Anyone know of a site for the UAE where you can do a reverse fax trace to find out the name and info on a company when all you have is a fax number?

I looked on google.ae but only US sites came up. The yellow pages were no help either.

So anyone have any idea how to get a phone number/email using the fax as a reference?


----------



## crazymazy1980 (Aug 2, 2008)

DesertStranded said:


> Anyone know of a site for the UAE where you can do a reverse fax trace to find out the name and info on a company when all you have is a fax number?
> 
> I looked on google.ae but only US sites came up. The yellow pages were no help either.
> 
> So anyone have any idea how to get a phone number/email using the fax as a reference?

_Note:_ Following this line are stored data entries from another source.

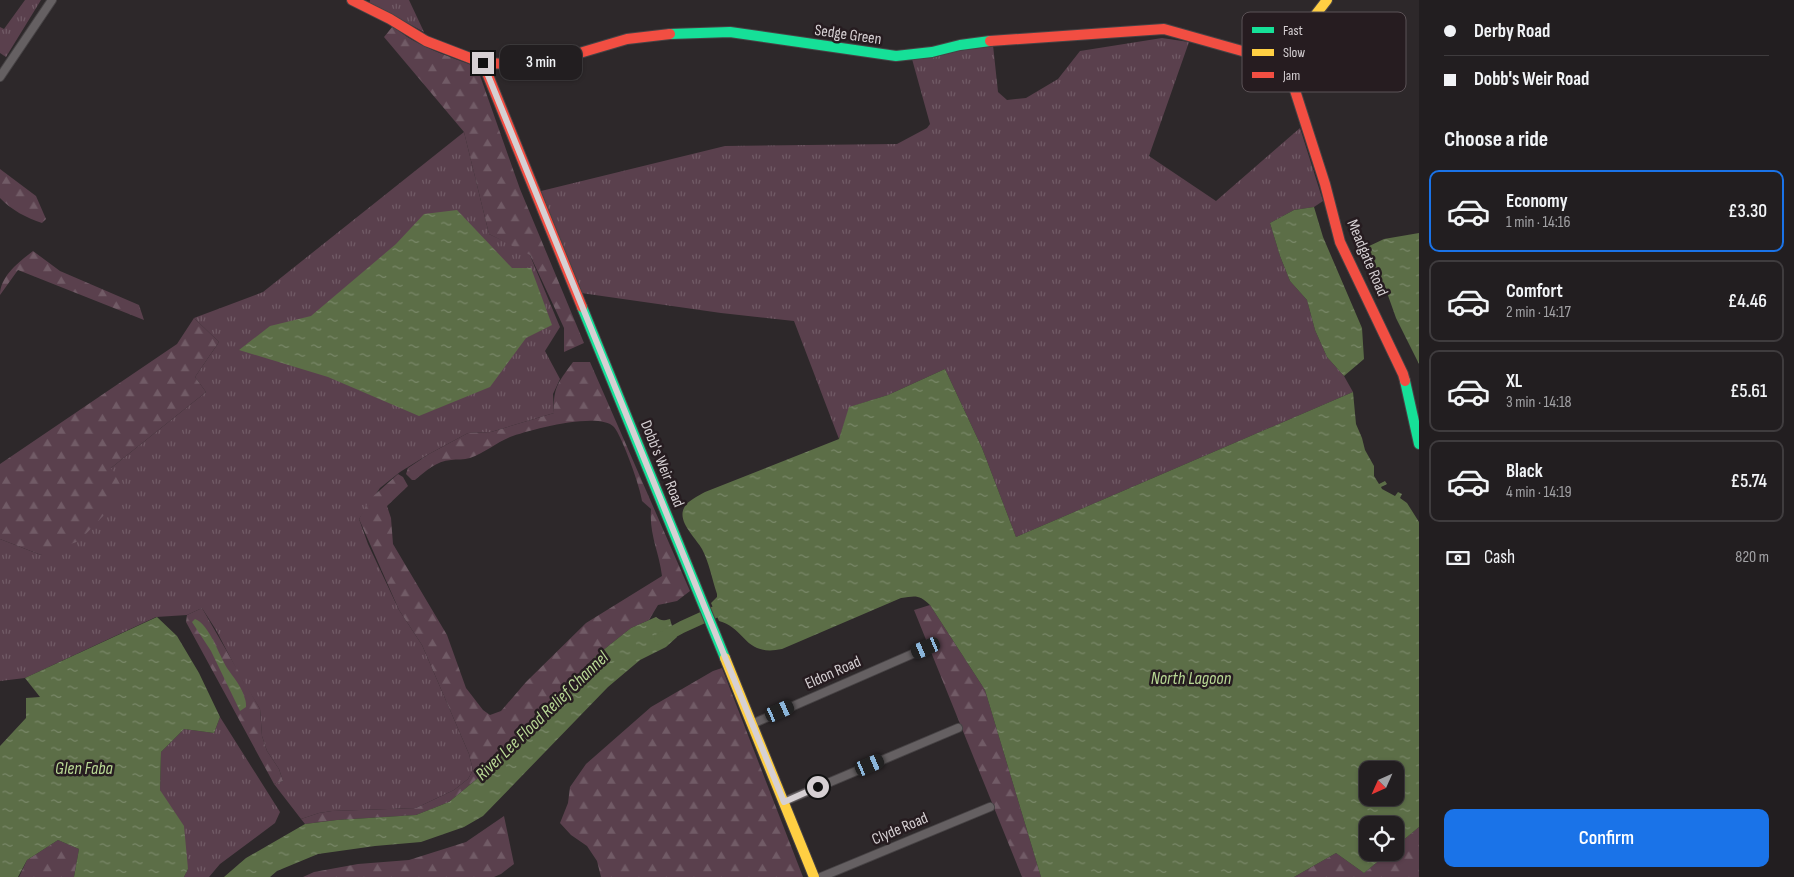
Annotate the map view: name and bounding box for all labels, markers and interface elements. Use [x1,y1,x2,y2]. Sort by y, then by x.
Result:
legend [1242,12,1406,92]
text: Derby Road [1474,20,1550,43]
street label: Sedge Green [813,21,883,49]
text: Fast [1283,22,1303,39]
text: Slow [1283,44,1305,61]
callout: 3 min [500,46,583,80]
route end [472,52,494,74]
text: 3 min [526,53,556,72]
text: Jam [1282,67,1300,84]
text: Dobb's Weir Road [1474,68,1589,91]
text: Choose a ride [1444,126,1548,153]
icon: car [1446,189,1491,234]
text: Economy [1506,190,1568,213]
text: £3.30 [1728,200,1767,223]
text: 1 min · 14:16 [1506,213,1570,232]
street label: Meadgate Road [1342,217,1392,299]
icon: car [1446,279,1491,324]
text: Comfort [1506,280,1563,303]
text: £4.46 [1728,290,1767,313]
text: 2 min · 14:17 [1506,303,1571,322]
icon: car [1446,369,1491,414]
text: XL [1506,370,1522,393]
text: £5.61 [1730,380,1767,403]
text: 3 min · 14:18 [1506,393,1572,412]
street label: Dobb's Weir Road [636,418,688,510]
icon: car [1446,459,1491,504]
text: Black [1506,460,1543,483]
text: £5.74 [1731,470,1767,493]
text: 4 min · 14:19 [1506,483,1572,502]
icon: cash [1444,544,1472,572]
text: Cash [1484,546,1515,569]
text: 820 m [1735,548,1769,567]
car [909,635,942,661]
water label: River Lee Flood Relief Channel [471,647,613,785]
street label: Eldon Road [802,652,864,694]
water label: North Lagoon [1151,668,1232,689]
car [763,698,796,724]
car [853,752,886,778]
water label: Glen Faba [55,758,114,779]
north arrow [1359,761,1404,806]
map controls [1359,761,1404,861]
route start [807,776,829,798]
street label: Clyde Road [869,809,931,849]
button: Confirm [1444,809,1769,867]
button: locate [1359,816,1404,861]

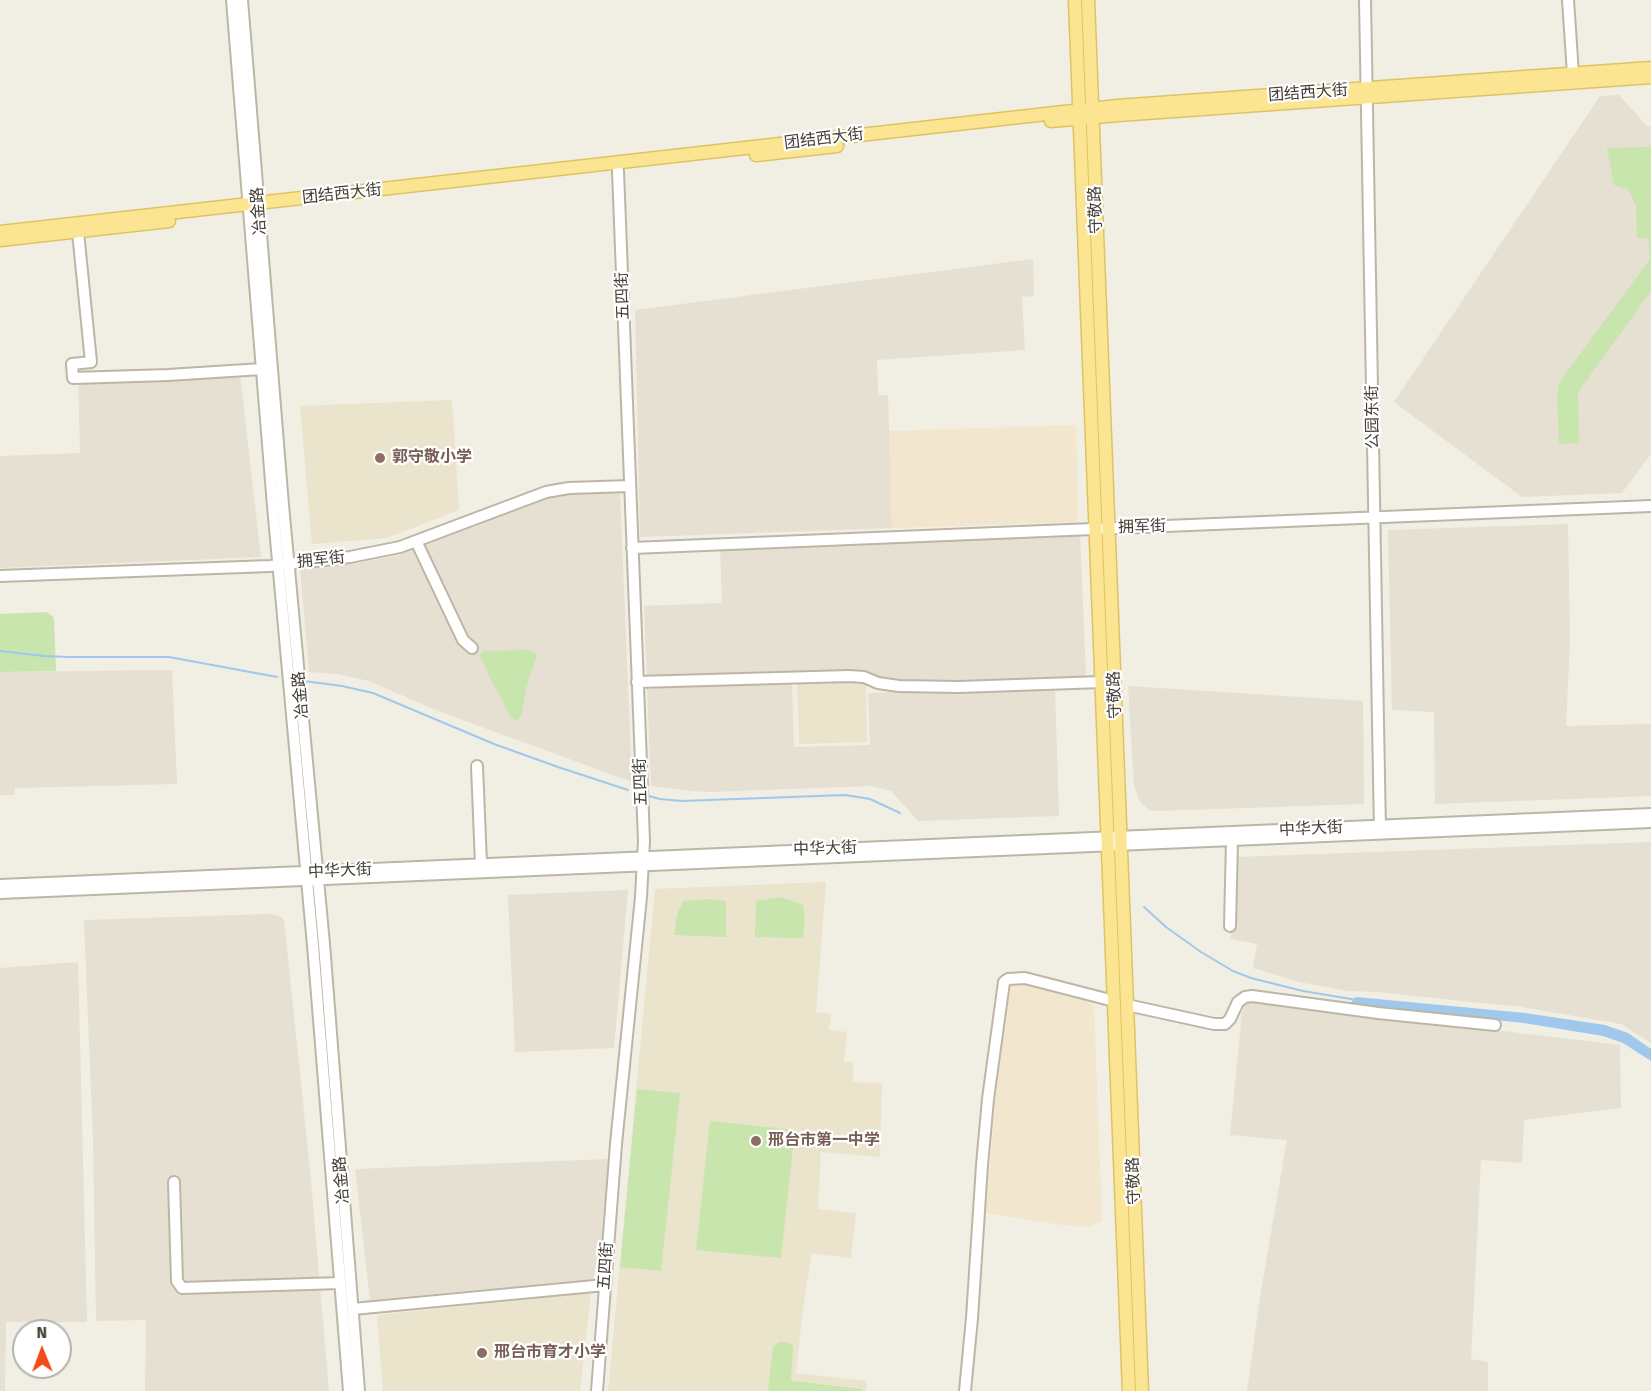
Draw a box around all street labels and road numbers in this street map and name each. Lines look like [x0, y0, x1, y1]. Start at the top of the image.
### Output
street label: 团结西大街 [1267, 81, 1349, 105]
street label: 团结西大街 [783, 125, 865, 153]
street label: 团结西大街 [301, 180, 383, 208]
street label: 冶金路 [248, 186, 270, 236]
street label: 守敬路 [1086, 186, 1106, 234]
street label: 五四街 [613, 272, 633, 320]
street label: 公园东街 [1363, 385, 1383, 449]
street label: 拥军街 [1118, 517, 1166, 537]
street label: 拥军街 [296, 548, 346, 572]
street label: 冶金路 [289, 670, 313, 720]
street label: 守敬路 [1105, 671, 1125, 719]
street label: 五四街 [631, 758, 651, 806]
street label: 中华大街 [1279, 818, 1343, 840]
street label: 中华大街 [793, 838, 857, 860]
street label: 中华大街 [308, 860, 372, 882]
street label: 冶金路 [330, 1155, 354, 1205]
street label: 守敬路 [1124, 1157, 1144, 1205]
street label: 五四街 [595, 1241, 617, 1291]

Have you tried googling the number itself? Don't forget to try both the 

+971XXXXXXX
05XXXXXXX or 04XXXXXXXXX

Also worth trying just the last 6/7 digits

It should be on the Company's website in text form so it should come up in searches. 

HTH


----------



## DesertStranded (Oct 9, 2008)

Tried that. It takes me to a link for GNAds4U which says Ad no longer available when I click on the link. All I know is that it's an Australian company with a Dubai fax no.


----------



## crazymazy1980 (Aug 2, 2008)

DesertStranded said:


> Tried that. It takes me to a link for GNAds4U which says Ad no longer available when I click on the link. All I know is that it's an Australian company with a Dubai fax no.


Have you tried Etisilat's website to see if they have a Directory Enquiries service...?


----------